By Meg O’Neil
The Newport School Committee tackled a loaded agenda during their regular monthly meeting on Tuesday, May 8 at the Newport Area Career and Technical Center, approving recommendations for the new Claiborne deB. Pell Elementary School, the Rogers High School Goes Green Project, and naming the RHS athletic field in honor of a former coach.
Following the recommendation of the Pell Building Committee, the school committee voted unanimously to approve adding an all brick exterior to the new elementary school, an add-alternate cost of $95,000.
Previously, the plans involved using brick on the front exterior of the school and less-expensive concrete masonry unit blocks around the side and back walls of the building.
Agreeing with the construction manager Bacon/Agostini and project manager Farrar & Associates, Supt. John H. Ambrogi said that using brick is “tried and true construction,” compared to CMUs.

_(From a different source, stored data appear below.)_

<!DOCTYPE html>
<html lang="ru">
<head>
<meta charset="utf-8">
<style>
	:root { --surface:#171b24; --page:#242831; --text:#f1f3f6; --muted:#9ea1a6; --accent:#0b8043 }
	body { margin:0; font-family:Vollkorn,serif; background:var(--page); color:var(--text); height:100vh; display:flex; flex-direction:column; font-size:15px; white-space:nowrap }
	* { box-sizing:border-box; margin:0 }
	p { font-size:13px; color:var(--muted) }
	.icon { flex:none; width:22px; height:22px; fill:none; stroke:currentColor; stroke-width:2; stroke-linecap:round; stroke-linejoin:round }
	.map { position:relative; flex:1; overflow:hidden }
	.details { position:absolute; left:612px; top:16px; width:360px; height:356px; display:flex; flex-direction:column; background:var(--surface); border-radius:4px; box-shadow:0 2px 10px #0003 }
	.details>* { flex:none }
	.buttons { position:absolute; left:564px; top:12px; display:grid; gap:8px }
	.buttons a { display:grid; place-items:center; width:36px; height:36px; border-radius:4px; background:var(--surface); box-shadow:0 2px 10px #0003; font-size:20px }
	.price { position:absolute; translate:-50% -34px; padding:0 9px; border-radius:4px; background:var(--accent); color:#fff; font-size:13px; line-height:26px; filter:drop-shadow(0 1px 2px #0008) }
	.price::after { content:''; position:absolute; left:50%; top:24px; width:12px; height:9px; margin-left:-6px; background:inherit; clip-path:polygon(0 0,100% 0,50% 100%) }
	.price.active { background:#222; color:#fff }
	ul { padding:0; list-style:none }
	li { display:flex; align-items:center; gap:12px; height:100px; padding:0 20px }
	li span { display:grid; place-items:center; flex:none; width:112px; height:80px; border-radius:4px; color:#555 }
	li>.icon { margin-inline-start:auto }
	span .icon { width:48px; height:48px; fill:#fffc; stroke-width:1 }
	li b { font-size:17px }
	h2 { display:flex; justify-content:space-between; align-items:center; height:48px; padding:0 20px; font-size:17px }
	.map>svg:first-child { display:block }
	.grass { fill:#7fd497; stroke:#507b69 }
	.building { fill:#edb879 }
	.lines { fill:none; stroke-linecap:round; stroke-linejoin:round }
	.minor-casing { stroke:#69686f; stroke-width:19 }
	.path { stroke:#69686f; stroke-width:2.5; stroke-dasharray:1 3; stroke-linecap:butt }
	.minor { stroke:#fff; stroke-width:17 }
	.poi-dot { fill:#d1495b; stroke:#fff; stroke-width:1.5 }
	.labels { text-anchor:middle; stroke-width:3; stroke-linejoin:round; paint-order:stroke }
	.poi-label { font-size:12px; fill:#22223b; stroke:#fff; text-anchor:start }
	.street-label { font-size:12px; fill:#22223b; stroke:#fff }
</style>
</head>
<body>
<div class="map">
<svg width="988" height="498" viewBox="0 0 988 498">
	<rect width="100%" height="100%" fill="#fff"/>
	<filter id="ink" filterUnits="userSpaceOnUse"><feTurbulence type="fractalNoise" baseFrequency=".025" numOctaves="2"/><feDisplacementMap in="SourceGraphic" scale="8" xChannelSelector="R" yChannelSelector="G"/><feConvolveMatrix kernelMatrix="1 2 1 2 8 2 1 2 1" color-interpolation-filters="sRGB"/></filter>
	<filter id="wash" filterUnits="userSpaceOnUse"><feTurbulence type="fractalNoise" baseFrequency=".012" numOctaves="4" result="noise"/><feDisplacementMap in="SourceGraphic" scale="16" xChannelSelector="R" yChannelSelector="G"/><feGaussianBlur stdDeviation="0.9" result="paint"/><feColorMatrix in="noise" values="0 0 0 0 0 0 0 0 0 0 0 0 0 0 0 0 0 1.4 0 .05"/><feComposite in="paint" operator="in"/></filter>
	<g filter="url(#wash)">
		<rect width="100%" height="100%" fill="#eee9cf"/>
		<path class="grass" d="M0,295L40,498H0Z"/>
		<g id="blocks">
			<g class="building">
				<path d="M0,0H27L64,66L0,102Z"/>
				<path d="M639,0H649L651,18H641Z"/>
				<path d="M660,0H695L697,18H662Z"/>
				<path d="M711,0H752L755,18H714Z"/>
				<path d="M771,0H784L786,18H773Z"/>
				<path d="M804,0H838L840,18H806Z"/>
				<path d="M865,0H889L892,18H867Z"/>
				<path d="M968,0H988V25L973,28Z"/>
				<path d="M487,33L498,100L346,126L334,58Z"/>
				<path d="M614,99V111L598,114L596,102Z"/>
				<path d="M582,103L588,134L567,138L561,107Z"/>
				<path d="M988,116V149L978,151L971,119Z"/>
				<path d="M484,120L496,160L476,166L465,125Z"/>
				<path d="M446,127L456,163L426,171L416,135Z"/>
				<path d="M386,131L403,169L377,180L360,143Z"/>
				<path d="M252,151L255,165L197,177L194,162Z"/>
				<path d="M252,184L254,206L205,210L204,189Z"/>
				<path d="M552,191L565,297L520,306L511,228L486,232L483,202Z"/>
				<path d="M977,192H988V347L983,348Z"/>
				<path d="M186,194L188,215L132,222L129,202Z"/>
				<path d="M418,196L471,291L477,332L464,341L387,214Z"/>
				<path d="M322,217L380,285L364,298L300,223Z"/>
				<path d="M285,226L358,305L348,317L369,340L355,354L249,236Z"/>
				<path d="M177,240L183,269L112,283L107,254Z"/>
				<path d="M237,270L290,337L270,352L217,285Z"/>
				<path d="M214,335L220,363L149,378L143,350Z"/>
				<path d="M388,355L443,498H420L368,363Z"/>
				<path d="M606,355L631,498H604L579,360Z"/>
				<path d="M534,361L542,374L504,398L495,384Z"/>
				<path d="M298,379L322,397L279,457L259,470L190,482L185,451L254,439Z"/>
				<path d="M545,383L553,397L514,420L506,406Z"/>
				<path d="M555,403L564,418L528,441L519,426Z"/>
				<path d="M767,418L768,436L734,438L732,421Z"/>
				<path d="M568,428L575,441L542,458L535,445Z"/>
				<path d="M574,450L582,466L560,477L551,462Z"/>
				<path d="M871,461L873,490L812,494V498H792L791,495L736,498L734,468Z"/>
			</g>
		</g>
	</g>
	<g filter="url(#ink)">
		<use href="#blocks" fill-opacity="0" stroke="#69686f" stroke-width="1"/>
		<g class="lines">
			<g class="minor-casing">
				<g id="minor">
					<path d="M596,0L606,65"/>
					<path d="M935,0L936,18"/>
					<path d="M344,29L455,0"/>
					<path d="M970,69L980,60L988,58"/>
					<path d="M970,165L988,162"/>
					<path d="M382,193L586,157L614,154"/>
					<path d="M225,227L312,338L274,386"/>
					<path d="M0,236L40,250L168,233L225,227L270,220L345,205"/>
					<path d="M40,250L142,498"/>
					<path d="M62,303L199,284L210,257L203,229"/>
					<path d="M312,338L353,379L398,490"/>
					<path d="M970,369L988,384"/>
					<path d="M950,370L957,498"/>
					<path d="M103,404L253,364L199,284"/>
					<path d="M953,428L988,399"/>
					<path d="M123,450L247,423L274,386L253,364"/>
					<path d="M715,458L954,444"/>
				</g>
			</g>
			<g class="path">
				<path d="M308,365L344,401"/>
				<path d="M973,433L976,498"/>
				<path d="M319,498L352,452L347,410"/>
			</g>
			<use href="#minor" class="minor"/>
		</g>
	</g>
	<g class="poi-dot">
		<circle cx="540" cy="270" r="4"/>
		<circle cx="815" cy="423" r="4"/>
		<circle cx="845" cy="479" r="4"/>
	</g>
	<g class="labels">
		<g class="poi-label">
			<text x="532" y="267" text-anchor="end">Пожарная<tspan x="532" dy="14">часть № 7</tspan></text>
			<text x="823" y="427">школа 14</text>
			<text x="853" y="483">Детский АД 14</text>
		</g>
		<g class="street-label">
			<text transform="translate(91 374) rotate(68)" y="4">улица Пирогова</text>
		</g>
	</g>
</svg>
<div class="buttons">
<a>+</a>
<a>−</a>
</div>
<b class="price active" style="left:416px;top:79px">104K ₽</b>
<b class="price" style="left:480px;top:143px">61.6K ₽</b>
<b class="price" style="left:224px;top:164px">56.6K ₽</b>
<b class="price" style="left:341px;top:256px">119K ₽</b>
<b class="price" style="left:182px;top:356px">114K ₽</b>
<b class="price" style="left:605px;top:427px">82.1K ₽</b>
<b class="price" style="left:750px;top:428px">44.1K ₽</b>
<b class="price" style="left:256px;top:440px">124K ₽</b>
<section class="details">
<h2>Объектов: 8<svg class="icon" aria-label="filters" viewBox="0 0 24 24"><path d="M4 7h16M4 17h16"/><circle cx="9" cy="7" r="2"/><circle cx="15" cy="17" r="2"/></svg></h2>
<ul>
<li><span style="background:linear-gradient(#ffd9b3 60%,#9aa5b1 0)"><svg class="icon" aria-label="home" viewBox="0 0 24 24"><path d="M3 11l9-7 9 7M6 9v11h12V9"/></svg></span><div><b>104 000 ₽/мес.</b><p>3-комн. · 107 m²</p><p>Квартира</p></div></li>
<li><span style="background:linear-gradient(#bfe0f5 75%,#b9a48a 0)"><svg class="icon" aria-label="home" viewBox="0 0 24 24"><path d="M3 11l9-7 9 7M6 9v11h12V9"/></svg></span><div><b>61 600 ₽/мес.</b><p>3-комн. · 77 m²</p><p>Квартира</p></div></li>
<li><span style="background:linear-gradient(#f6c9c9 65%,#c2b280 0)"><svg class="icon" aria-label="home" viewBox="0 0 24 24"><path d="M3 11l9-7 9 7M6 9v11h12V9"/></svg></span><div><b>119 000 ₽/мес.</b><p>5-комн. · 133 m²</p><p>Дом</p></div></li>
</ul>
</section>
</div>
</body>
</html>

The committee also voted to approve the allocation of $10,000 from reserve funds to the Rogers High School Goes Green rain garden project. Presented last month by science teacher Scott Dickison, the project’s goal is to reduce the amount of polluted runoff water draining into Lily Pond by creating several rain gardens on the RHS campus.

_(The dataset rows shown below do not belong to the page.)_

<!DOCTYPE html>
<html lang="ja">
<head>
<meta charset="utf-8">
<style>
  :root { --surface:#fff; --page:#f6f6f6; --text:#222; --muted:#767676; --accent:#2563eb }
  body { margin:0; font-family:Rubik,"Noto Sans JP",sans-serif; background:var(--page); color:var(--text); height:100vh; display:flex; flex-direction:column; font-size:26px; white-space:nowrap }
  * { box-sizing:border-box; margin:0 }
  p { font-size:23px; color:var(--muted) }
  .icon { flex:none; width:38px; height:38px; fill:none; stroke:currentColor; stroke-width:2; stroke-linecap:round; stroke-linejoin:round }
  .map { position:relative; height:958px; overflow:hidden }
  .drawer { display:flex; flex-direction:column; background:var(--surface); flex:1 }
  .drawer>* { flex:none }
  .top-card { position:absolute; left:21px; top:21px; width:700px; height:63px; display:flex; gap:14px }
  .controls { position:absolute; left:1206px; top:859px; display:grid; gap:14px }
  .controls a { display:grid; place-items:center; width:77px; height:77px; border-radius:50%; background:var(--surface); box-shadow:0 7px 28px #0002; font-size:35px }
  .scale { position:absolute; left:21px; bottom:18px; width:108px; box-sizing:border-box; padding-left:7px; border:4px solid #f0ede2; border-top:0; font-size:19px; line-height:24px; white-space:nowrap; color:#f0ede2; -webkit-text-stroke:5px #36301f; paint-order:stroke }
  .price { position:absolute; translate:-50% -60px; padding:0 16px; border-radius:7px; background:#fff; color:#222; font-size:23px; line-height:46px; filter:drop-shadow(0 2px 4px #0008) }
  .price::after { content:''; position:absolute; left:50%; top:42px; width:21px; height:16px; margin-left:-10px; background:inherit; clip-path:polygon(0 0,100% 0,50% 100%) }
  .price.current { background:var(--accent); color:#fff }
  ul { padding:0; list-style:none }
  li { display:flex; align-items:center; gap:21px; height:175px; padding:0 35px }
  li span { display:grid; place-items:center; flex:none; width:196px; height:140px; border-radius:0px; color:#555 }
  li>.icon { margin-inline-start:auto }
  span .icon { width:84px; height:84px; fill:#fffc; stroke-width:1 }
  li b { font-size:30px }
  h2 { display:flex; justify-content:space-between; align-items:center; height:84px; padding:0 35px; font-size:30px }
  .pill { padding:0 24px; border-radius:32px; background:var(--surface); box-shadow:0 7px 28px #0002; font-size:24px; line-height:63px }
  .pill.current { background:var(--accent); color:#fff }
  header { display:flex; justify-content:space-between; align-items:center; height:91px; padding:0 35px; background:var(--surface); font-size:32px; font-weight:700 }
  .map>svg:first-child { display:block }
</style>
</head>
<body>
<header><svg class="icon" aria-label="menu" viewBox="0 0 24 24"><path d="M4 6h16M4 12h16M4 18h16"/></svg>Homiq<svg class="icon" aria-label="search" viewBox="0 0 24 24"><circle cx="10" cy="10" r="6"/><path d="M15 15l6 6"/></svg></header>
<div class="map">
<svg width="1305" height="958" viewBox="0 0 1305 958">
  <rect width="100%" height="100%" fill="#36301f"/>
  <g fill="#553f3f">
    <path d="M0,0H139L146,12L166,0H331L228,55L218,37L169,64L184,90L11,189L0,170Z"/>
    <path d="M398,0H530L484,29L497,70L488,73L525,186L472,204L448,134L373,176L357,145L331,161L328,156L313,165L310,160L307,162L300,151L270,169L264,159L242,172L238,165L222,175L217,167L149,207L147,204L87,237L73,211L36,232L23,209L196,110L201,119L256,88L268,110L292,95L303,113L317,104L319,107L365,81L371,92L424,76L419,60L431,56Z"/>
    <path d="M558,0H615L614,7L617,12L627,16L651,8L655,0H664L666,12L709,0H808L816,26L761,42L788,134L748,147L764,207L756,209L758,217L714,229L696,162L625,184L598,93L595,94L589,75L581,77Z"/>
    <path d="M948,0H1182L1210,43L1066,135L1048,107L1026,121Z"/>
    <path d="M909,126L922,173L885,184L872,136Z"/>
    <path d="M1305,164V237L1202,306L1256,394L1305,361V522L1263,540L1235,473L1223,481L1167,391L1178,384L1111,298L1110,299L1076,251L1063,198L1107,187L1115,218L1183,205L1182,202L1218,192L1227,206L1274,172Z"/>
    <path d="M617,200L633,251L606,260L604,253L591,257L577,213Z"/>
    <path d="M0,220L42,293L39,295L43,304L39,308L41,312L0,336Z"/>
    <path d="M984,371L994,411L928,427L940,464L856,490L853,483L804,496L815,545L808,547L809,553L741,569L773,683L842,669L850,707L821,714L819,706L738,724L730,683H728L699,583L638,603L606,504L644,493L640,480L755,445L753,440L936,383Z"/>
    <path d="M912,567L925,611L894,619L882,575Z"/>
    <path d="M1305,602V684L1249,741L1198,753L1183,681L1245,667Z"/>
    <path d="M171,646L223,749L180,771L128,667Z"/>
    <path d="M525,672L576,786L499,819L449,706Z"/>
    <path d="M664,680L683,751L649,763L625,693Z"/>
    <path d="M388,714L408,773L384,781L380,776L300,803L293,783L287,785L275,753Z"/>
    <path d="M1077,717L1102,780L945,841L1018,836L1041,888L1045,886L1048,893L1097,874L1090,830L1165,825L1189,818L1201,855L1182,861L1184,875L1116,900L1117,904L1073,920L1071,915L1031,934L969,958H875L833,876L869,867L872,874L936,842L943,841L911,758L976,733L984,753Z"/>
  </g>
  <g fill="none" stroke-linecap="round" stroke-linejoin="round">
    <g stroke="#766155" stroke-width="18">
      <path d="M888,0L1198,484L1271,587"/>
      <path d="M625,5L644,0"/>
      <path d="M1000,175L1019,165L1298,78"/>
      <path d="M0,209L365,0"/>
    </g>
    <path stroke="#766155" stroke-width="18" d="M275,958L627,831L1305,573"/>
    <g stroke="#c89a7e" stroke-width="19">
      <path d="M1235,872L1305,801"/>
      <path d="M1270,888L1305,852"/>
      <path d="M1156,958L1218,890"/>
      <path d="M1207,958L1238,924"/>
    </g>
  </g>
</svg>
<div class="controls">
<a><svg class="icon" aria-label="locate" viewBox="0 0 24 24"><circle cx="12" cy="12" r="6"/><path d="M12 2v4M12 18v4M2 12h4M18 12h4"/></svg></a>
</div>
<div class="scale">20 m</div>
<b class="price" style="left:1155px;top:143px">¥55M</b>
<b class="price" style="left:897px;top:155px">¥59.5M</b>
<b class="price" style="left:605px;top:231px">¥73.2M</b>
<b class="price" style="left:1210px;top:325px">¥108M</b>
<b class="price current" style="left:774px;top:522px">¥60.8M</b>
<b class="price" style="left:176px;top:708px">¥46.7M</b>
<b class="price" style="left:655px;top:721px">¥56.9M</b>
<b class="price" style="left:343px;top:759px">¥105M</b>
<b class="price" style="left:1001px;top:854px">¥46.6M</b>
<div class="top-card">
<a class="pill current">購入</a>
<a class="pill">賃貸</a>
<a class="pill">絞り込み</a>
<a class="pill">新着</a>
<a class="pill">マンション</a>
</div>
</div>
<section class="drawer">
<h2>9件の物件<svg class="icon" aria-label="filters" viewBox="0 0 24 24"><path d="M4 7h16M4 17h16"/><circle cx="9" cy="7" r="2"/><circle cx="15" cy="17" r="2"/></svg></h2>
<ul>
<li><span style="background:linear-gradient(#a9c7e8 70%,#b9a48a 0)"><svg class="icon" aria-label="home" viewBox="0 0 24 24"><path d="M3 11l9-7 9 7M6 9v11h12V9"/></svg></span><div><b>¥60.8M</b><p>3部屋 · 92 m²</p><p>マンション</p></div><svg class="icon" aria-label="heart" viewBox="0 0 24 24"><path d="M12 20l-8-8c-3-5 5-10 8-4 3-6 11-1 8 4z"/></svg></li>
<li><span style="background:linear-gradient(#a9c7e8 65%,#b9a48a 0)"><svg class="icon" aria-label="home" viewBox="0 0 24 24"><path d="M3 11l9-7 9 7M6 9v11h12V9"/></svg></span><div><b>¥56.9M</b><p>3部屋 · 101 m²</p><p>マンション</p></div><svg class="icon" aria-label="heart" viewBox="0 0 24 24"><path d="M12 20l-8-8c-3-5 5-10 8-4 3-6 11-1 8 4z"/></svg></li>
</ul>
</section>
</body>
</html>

Committee Chair Patrick K. Kelley said the funds would cover the cost of backhoe excavation and gardening materials. Several members of the public offered to donate to the project, which Ambrogi called a “great community activity.”
In addition, the committee mentioned their talks with the city’s director of public services, Bill Riccio, who offered assistance in the removal of three areas of macadam on Rogers’ school grounds near the auditorium, the front office, and inner courtyard area near the library. According to Ambrogi, once eliminated, the areas could be planned for multi-year projects for Dickison and the green team students.
In other business, the committee unanimously voted to name the Rogers High School track and athletic field for former longtime coach, Charlie Gibbons.
The usual procedure for field-naming is for the school committee to form a subcommittee which would suggest a list of possible name choices. The choices would then be given back to school committee for a final vote. But in this case, the NSC decided to temporarily suspend the rules. Kelley said the Rogers boosters suggested that the honor go to Gibbons to coincide with the coach’s induction to the school’s Athletic Hall of Fame. According to Kelley, the boosters acted as a subcommittee in this case.
A 1952 graduate of RHS, Gibbons returned to teach and coach until his retirement in 1990. He led the boys indoor and outdoor track teams to more than 20 championships, including a New England Championship, five indoor state championships and four outdoor state championships. According to the boosters, no other coach, has led the school’s track and field team to another state championship.
Committee member Robert J. Leary, who was coached by Gibbons, called the field-naming, “a great honor.”
The remainder of the meeting was spent on discussion items:
- Mathematics Review Team Update: Calling the district’s math scores “abysmal,” Ambrogi presented upcoming changes for math programs at all educational levels. Next year, the goal is to extend time-on-task per day on mathematics from 60 to 90 minutes at the elementary level, a 50 percent increase of instructional time. According to Ambrogi, it would not be 90 straight minutes of math, but rather broken up over the course of the school day.
- Truancy Intervention Update: According to the most recent statistics, 424 (20.6 percent) of the district’s 2054 students are considered chronically absent, having missed 15 or more days of school. This school year, Attendance Officer Eddie Merritt received 80 student referrals for truancy court. This spring, an additional 38 petitions were filed. The majority of the cases will not be heard until September, as the court system is to be shut down on May 21 due to being overloaded. Director of Student Services Amy Donnelly Roche said next year will be spent monitoring absences to pre-empt students from reaching the 15-day mark.
- Pell School Update: According to Ambrogi, the furniture and technology budgets are substantially lower than initial cost estimates, but still approximately $200,000 more than is in the current construction budget. Work is also being done on several items on the kitchen’s design, including examining the size of the walk-in freezers, and maneuverability of kitchen workspaces.